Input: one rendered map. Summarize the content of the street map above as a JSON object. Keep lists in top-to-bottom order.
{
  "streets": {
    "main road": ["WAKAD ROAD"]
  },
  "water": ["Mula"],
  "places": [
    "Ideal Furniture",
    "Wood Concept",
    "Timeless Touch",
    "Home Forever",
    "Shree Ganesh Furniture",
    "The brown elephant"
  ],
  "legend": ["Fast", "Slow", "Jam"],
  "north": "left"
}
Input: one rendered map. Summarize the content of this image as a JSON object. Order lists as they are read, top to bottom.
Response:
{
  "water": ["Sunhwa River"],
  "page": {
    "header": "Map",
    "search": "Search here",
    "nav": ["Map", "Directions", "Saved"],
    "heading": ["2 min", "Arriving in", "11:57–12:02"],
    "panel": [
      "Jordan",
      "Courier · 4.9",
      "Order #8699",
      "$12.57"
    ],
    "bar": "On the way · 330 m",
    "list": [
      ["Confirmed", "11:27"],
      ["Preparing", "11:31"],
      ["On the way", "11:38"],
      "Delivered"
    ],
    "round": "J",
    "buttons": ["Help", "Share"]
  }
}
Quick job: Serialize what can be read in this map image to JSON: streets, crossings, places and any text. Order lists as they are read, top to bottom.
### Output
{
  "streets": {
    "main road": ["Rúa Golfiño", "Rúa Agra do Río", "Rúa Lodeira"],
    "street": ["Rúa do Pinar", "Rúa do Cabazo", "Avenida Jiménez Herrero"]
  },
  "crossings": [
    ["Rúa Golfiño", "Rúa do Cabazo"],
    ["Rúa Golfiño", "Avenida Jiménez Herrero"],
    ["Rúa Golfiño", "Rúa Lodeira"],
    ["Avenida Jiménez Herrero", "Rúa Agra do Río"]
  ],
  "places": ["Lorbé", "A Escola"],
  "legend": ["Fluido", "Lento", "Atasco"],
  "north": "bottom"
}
-------
◆ Work task
Every record above belongs in the answer, reproduced exactly.

◆ Final answer
Input: one rendered map. Summarize the content of the street map above as a JSON object. Keep lists in top-to-bottom order.
{
  "streets": {
    "main road": ["WAKAD ROAD"]
  },
  "water": ["Mula"],
  "places": [
    "Ideal Furniture",
    "Wood Concept",
    "Timeless Touch",
    "Home Forever",
    "Shree Ganesh Furniture",
    "The brown elephant"
  ],
  "legend": ["Fast", "Slow", "Jam"],
  "north": "left"
}
Input: one rendered map. Summarize the content of this image as a JSON object. Order lists as they are read, top to bottom.
Response:
{
  "water": ["Sunhwa River"],
  "page": {
    "header": "Map",
    "search": "Search here",
    "nav": ["Map", "Directions", "Saved"],
    "heading": ["2 min", "Arriving in", "11:57–12:02"],
    "panel": [
      "Jordan",
      "Courier · 4.9",
      "Order #8699",
      "$12.57"
    ],
    "bar": "On the way · 330 m",
    "list": [
      ["Confirmed", "11:27"],
      ["Preparing", "11:31"],
      ["On the way", "11:38"],
      "Delivered"
    ],
    "round": "J",
    "buttons": ["Help", "Share"]
  }
}
Quick job: Serialize what can be read in this map image to JSON: streets, crossings, places and any text. Order lists as they are read, top to bottom.
### Output
{
  "streets": {
    "main road": ["Rúa Golfiño", "Rúa Agra do Río", "Rúa Lodeira"],
    "street": ["Rúa do Pinar", "Rúa do Cabazo", "Avenida Jiménez Herrero"]
  },
  "crossings": [
    ["Rúa Golfiño", "Rúa do Cabazo"],
    ["Rúa Golfiño", "Avenida Jiménez Herrero"],
    ["Rúa Golfiño", "Rúa Lodeira"],
    ["Avenida Jiménez Herrero", "Rúa Agra do Río"]
  ],
  "places": ["Lorbé", "A Escola"],
  "legend": ["Fluido", "Lento", "Atasco"],
  "north": "bottom"
}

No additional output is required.